Johanna fit non de la tête, le regard absent.

— C’est à cause de lui, c’est ça ? A cause de papa ?

Elle opina du chef.

— Bon sang, qu’est-ce qu’il a bien pu te faire pour que tu ne puisses plus voir son bleu en peinture ? Vas-y, m’man, parle-moi de cet enfoiré !

Subitement, la mère se mit à fixer son fils sans ciller.

— Ton père n’était pas un enfoiré...

— Mon œil, ouais ! C’est lui qui t’a quittée, pas l’inverse !

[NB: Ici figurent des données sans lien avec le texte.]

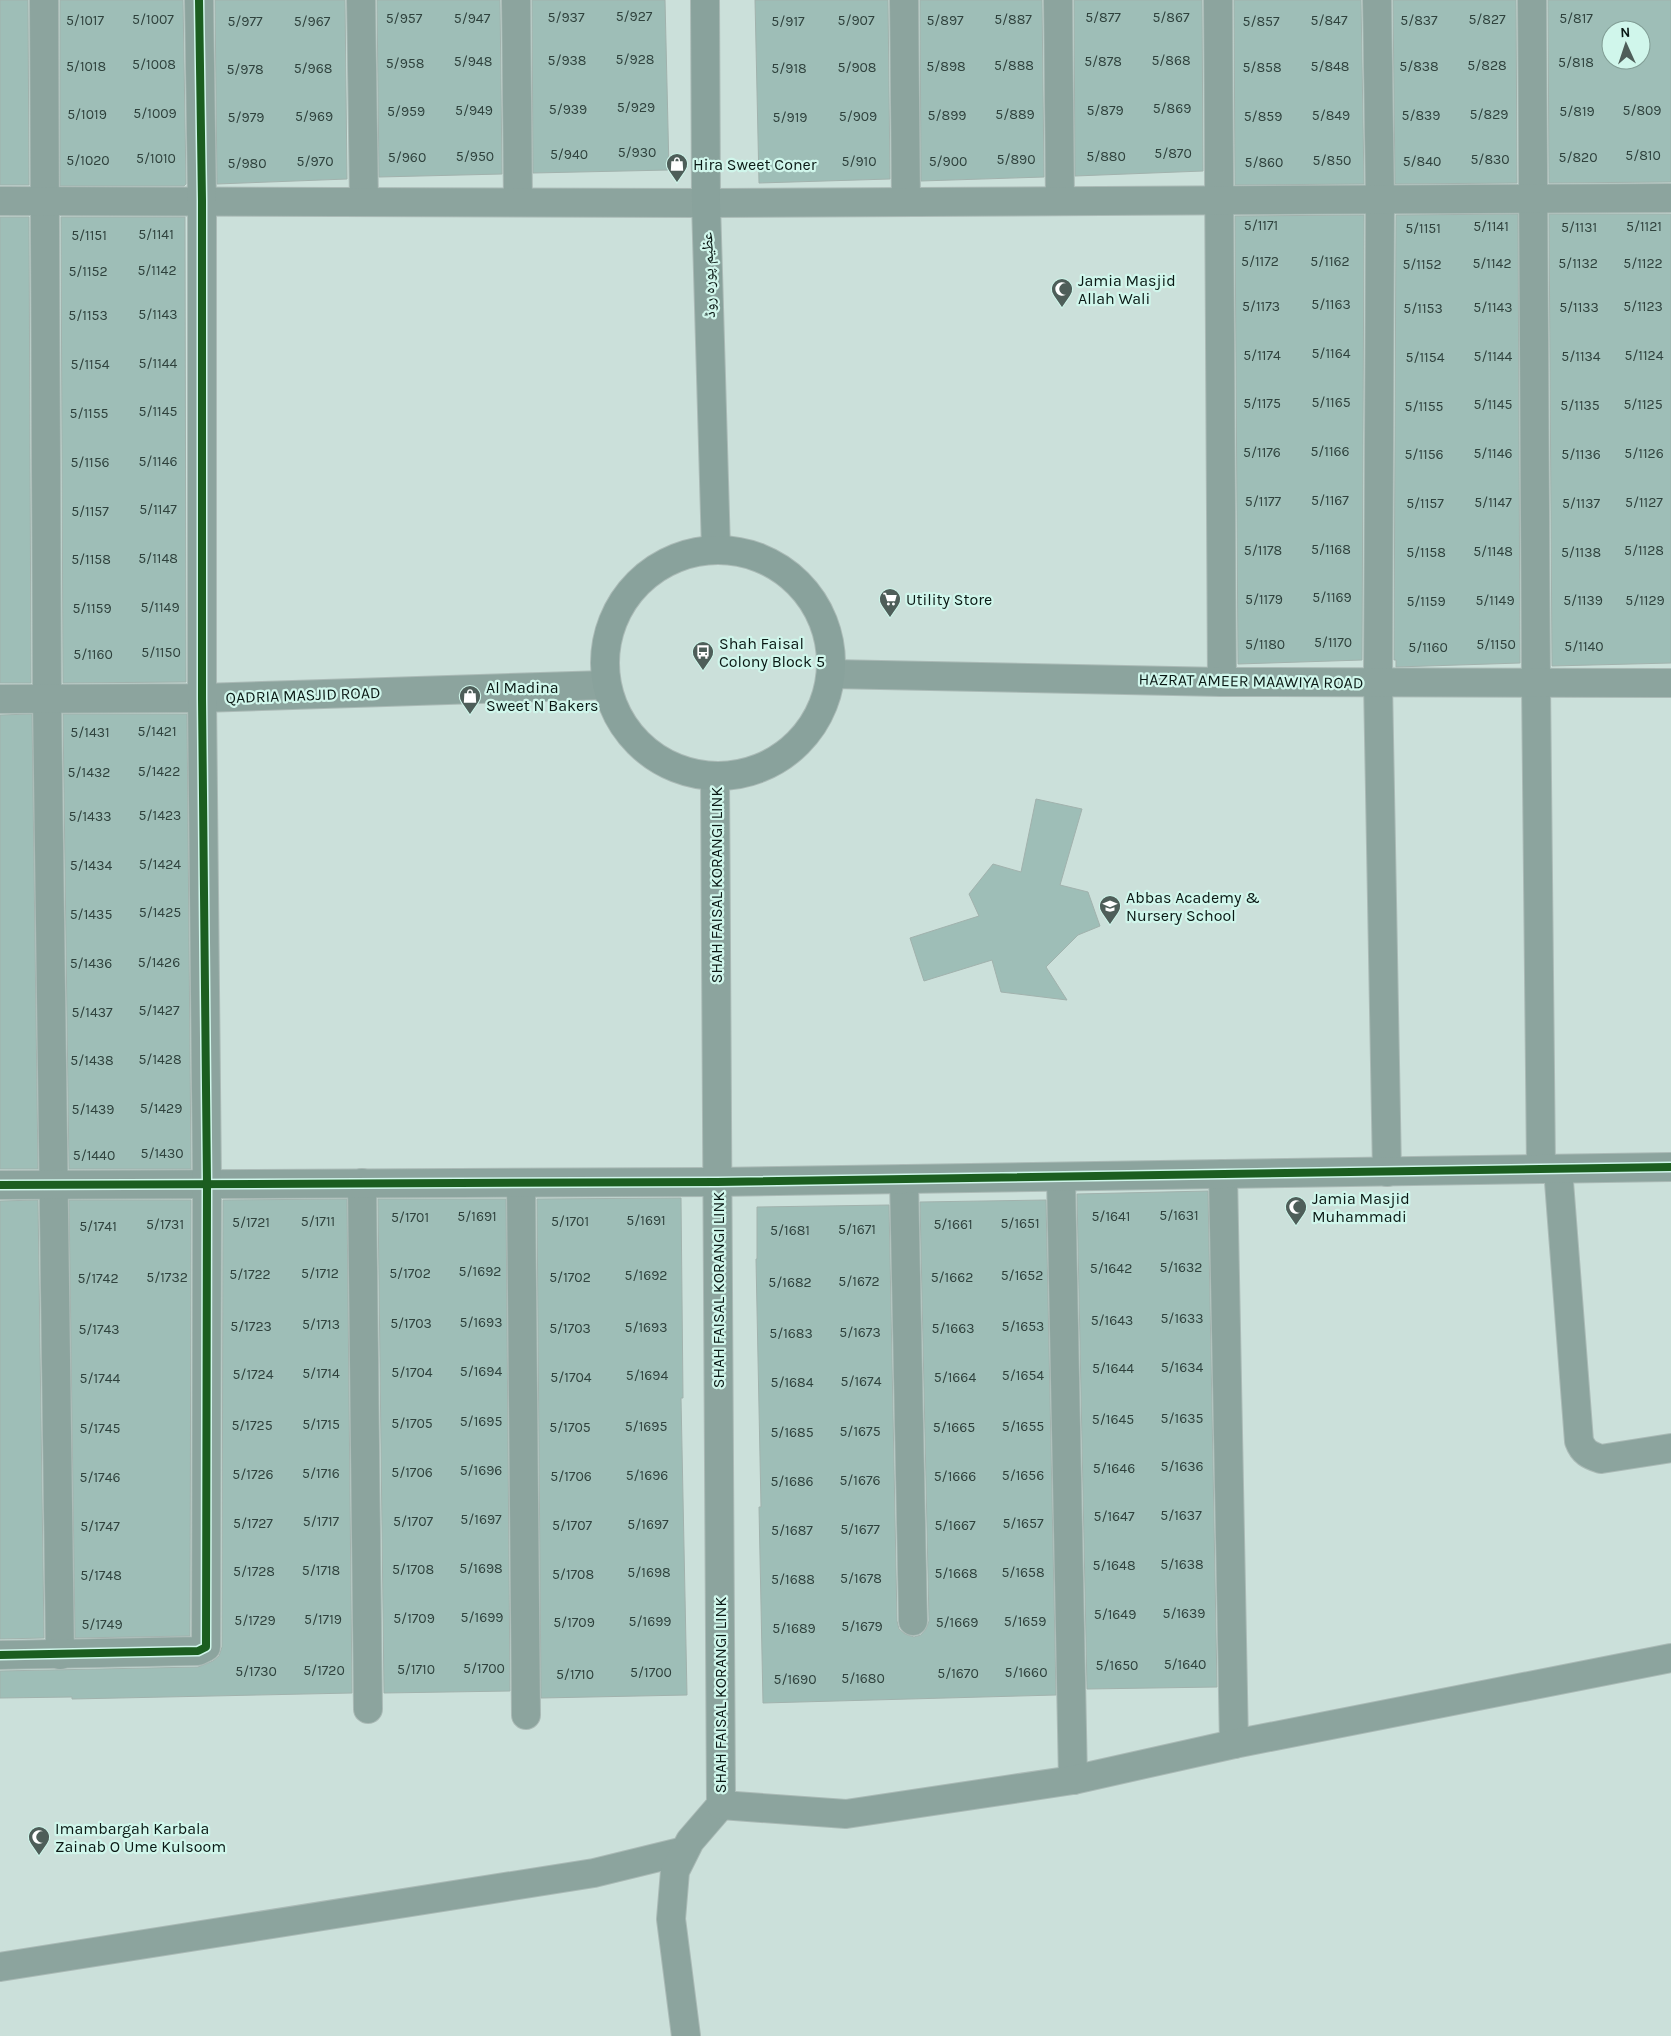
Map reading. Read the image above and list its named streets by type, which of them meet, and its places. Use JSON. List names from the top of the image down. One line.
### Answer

L’évocation de son amour perdu la rendait nostalgique, mais elle se devait à présent de briser plus de seize ans de silence. Une déchirure que lui avait imposé la mer, ce bleu qui drapait encore sa plus grande rivale. Elle se souvenait surtout du noir de leur dernière nuit. Ce noir qui avait tout englouti.

***

— Jacques, qu'est-ce que tu fais ?

— Il faut que j'aille voir...

— Voir quoi ? Il n'y a rien à voir, Jacques, c'est noir et froid, rien d'autre ! Y'a personne. Et moi je suis là, je suis vivante, et j'existe !

— ...

— Jacques, I love you…

Deux mains qui se cherchent, se rejoignent. Et parce qu’elle n’a pas d’autre choix, Johanna le laissera partir.

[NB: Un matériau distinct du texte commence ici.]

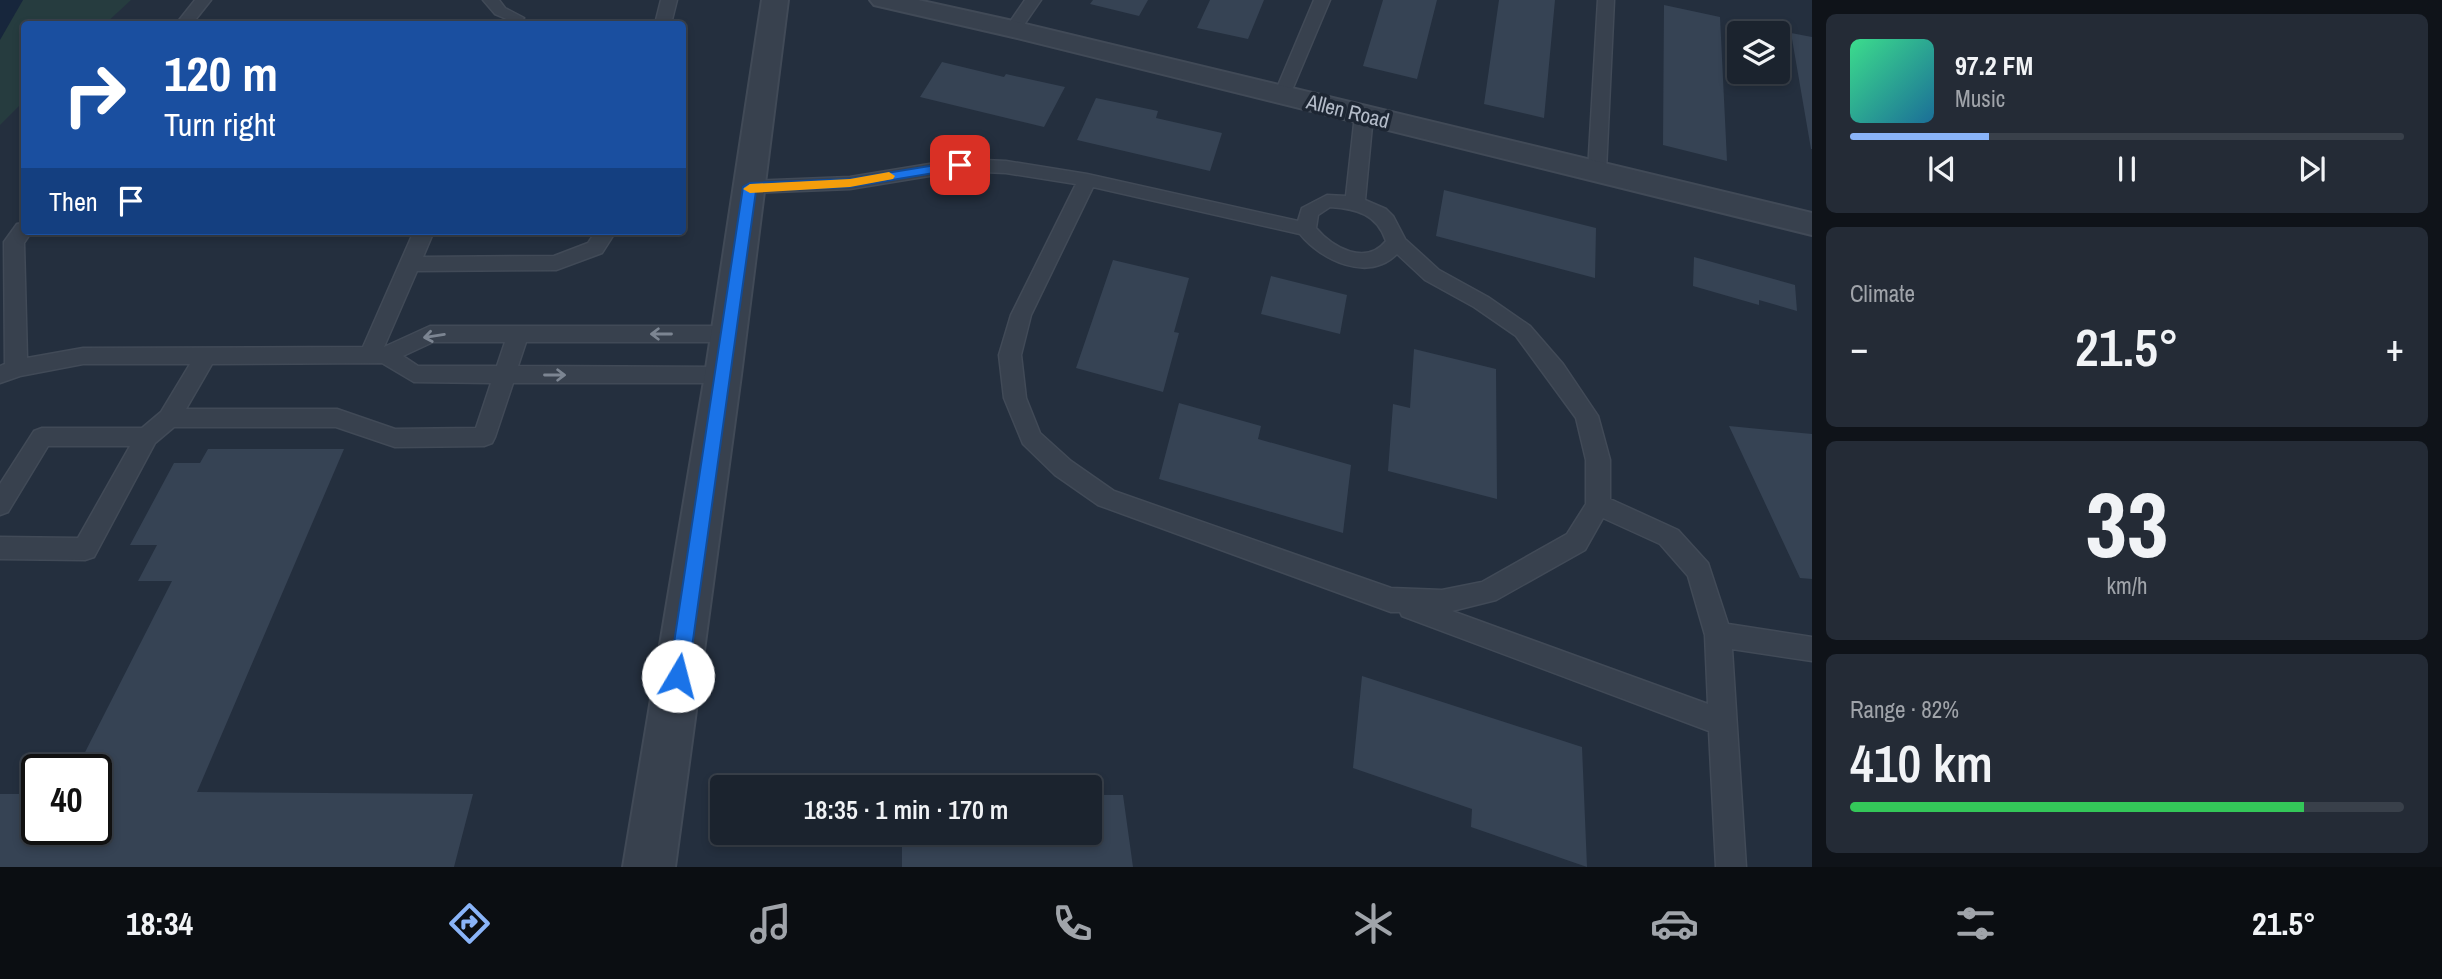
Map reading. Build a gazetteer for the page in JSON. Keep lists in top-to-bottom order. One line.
{"streets":{"street":["Allen Road"]},"page":{"turn":["120 m","Turn right"],"song":["97.2 FM","Music"],"then":"Then","tile":["Climate",["33","km/h"],["Range · 82%","410 km"]],"heat":["−","21.5°","+"],"limit":"40","trip":"18:35 · 1 min · 170 m","tabs":["18:34","21.5°"]}}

— Go. Go and see my love… (1)

***

— Jacques n’était pas d’ici, reprit-elle. C’est à elle qu’il s’adonnait, toujours, même si elle l’avait déjà tant blessé. On était ensemble et j’ai essayé de le rendre heureux, seulement je ne pouvais pas lutter contre elle. Sa Lady Blue. La mer enrubannée de bleu océan. Être enceinte de toi n’a pas suffi à le retenir. C’est à la surface qu’il vivait en apnée, il n’y a que dans ses profondeurs qu’il était bien. Alors s’il te plaît, ne lui en veux pas de m’avoir procuré mes plus grandes joies et ma plus grande peine. C’est pour lui que je t’ai voulu toi. C’est en toi qu’il continue de vivre...

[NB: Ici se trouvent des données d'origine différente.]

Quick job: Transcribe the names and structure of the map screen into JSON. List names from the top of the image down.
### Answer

Ému aux larmes par la sincérité de la confession de sa mère, Jack ne put s’empêcher de l’étreindre. Il la comprenait enfin ; il comprenait enfin cet amour qui l’avait poussée à accepter son père tel qu’il était, sa passion océane, son égoïsme, et il pardonnait à Johanna de s’être tu si longtemps. Pourtant, la fascination de Jacques pour la mer restait encore pour lui un mystère. Faire la paix et accorder son pardon à ce père-fantôme lui prendrait sans doute du temps, toute une vie peut-être… Une vie entière pour pardonner à cet homme, à cet inconnu, ce père anonyme, de s’en être allé avant même qu’il ne naisse, qu’il respire. Une racine morte à exhumer pour se construire, et devenir homme à son tour. Un jour.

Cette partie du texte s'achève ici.